Jakarta (ANTARA) - Majelis Hakim Pengadilan Negeri Jakarta Selatan menunda sidang "bau ikan asin" tahun depan dengan agenda pembacaan pembelaan dari para terdakwa.

"Karena majelis hakim akan cuti akhir tahun, sidang akan ditunda agak panjang ditunda 6 Januari 2020," kata Hakim Djoko Indiarto sesaat sebelum mengetuk palu sidang di PN Jaksel, Senin.

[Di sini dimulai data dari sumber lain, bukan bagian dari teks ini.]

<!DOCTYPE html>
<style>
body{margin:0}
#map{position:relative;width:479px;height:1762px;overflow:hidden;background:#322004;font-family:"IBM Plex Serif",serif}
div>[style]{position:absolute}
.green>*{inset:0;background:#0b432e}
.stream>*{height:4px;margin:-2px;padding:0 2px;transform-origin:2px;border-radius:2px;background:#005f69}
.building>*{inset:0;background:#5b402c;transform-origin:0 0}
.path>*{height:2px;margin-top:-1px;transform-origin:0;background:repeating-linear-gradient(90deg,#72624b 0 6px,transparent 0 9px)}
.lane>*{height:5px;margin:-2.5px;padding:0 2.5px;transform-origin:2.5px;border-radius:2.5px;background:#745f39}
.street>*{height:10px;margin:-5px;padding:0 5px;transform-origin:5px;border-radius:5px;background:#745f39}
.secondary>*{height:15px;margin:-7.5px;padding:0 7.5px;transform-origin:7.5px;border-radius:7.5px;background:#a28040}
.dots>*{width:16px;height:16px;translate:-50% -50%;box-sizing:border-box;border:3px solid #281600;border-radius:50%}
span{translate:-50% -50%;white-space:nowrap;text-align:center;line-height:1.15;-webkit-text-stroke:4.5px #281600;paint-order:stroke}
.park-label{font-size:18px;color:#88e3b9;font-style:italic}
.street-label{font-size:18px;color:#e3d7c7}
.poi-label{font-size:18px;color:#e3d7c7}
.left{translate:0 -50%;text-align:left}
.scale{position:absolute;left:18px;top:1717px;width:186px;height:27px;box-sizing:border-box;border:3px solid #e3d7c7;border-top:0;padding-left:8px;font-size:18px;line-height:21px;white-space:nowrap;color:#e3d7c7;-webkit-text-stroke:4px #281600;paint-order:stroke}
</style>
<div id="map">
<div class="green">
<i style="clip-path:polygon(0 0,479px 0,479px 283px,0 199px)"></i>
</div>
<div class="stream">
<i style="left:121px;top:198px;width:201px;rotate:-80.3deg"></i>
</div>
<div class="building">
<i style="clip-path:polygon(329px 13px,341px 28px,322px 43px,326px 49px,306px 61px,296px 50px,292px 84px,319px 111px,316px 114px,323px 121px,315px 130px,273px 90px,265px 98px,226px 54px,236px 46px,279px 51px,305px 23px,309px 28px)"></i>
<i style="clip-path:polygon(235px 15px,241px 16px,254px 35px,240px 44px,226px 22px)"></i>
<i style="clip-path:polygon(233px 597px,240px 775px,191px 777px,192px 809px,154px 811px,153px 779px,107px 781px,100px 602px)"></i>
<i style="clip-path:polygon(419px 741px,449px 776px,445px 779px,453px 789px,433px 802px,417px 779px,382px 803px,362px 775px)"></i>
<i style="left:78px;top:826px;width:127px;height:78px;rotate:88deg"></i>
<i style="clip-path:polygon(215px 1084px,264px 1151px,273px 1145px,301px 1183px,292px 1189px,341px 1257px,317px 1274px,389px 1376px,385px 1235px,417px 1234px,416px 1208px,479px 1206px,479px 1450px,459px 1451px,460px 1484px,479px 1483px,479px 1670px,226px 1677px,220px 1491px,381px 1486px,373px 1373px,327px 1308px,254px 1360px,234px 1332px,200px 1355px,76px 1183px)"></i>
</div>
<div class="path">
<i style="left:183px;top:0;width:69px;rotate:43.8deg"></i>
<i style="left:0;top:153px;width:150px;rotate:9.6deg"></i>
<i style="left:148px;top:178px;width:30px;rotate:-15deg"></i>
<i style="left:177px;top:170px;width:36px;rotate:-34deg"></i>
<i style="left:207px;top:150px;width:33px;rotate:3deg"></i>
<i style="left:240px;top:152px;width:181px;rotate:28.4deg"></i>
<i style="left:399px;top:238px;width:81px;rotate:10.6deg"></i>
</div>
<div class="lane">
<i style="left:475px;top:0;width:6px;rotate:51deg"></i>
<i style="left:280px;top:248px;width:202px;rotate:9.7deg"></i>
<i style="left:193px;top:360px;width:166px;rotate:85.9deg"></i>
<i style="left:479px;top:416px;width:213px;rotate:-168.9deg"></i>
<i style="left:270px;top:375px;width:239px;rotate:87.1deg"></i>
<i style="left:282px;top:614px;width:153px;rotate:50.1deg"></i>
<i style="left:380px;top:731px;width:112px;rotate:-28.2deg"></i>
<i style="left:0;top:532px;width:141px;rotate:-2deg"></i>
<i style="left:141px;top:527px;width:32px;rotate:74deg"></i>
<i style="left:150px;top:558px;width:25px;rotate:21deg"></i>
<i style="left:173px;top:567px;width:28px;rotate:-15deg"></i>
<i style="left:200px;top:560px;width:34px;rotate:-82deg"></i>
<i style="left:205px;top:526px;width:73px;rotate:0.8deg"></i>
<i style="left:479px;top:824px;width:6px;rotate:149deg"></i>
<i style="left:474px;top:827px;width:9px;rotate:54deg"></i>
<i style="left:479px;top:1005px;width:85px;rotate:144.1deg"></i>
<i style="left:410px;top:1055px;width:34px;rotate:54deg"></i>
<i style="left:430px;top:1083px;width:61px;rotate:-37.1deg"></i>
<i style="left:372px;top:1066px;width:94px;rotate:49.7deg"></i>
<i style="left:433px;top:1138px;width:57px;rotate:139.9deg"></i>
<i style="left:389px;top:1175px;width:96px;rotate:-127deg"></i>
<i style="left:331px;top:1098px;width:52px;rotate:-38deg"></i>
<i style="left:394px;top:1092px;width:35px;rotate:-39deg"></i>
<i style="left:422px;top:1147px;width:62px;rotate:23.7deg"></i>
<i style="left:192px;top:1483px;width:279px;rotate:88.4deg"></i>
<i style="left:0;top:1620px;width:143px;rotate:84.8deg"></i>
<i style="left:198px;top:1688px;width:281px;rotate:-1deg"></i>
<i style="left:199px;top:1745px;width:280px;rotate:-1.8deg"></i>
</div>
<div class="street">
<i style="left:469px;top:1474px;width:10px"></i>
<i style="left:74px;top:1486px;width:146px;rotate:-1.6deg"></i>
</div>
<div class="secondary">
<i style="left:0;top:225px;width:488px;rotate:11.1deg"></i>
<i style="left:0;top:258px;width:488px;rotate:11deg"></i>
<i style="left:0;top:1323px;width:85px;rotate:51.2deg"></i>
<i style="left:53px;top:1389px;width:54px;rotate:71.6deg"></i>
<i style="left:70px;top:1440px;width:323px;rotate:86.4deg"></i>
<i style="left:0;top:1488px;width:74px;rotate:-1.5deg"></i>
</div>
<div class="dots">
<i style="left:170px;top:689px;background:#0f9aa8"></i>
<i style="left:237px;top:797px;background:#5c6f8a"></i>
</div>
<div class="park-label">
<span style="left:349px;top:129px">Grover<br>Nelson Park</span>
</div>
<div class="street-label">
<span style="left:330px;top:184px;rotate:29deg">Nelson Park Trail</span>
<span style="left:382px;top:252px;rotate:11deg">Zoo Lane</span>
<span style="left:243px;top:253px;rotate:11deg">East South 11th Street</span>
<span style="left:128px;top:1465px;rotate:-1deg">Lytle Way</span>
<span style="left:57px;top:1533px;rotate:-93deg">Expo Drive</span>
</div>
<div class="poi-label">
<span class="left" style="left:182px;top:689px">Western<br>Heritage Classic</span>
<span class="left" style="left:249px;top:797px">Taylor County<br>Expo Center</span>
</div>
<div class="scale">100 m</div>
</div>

Hakim Djoko juga meminta para kuasa hukum terdakwa kasus pencemaran nama baik 'bau ikan asin' untuk menyiapkan eksepsi selama masa penundaan, dan dibacakan pada sidang selanjutnya tanggal 6 Januari 2020.

"Silahkan kuasa hukum menyiapkan eksepsinya, sidang kembali diagendakan 6 Januari 2020," kata hakim Djoko mengetuk palu sidang.

Sebelumnya Jaksa penuntut umum membacakan dakwaan terhadap ketiga terdakwa kasus 'bau ikan asin'. Ketiga terdakwa yakni Galih Ginanjar, Pablo Benua, dan Rey Utami.

JPU mendakwa ketiganya dengan tiga pasal alternatif yakni melanggar Undang-Undang ITE dengan kesusilaan dan undang-undang ITE mengandung konten penghinaan.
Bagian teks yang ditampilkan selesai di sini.